» BRIEF
Read through the entries below and return each line with the word "mark".
----- THE INPUT -----
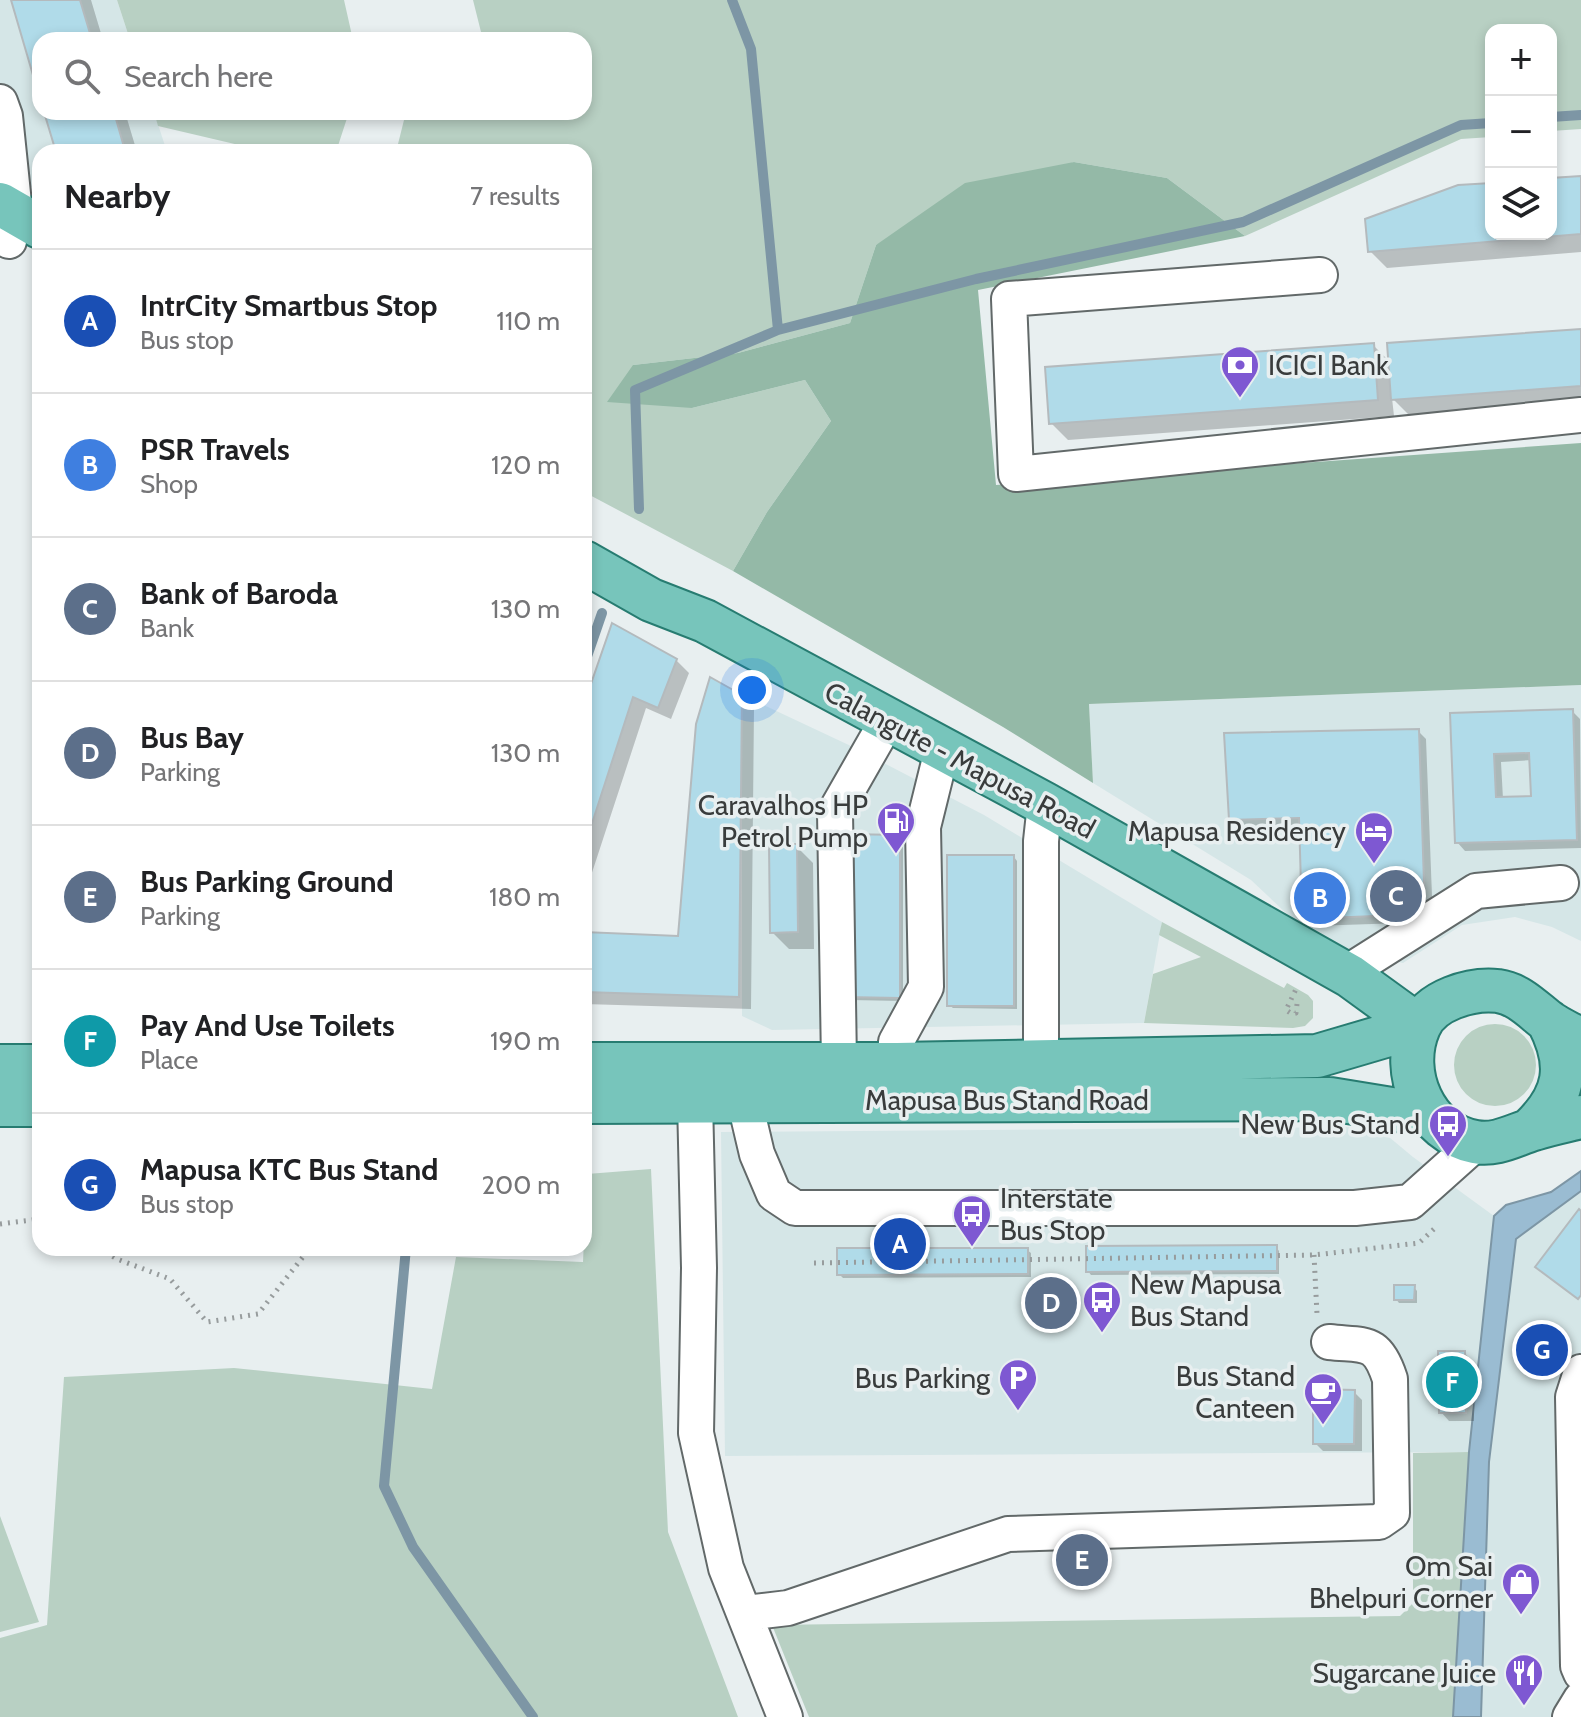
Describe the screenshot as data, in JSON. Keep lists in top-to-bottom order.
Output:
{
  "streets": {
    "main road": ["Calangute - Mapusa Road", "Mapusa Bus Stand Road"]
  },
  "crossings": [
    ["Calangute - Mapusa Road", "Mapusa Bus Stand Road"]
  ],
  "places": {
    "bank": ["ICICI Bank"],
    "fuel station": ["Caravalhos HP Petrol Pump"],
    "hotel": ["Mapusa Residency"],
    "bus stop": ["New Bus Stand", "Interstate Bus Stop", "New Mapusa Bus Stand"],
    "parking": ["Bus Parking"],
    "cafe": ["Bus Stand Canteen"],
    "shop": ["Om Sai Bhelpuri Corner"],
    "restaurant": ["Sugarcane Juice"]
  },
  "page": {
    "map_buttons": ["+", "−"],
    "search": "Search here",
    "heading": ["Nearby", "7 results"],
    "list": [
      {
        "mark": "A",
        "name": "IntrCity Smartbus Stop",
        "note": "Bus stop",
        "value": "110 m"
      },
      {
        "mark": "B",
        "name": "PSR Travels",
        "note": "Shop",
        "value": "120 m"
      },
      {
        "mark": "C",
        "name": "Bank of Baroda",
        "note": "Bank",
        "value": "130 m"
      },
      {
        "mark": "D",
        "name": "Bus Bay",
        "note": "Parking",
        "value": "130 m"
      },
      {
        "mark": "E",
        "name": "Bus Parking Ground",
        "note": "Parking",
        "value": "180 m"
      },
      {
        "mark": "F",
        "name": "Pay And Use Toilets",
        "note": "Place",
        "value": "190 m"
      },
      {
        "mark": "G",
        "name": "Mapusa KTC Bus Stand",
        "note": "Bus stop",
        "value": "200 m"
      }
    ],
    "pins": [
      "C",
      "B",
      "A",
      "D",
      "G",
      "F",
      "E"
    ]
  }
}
-----
» EXERCISE RESULT
        "mark": "A",
        "mark": "B",
        "mark": "C",
        "mark": "D",
        "mark": "E",
        "mark": "F",
        "mark": "G",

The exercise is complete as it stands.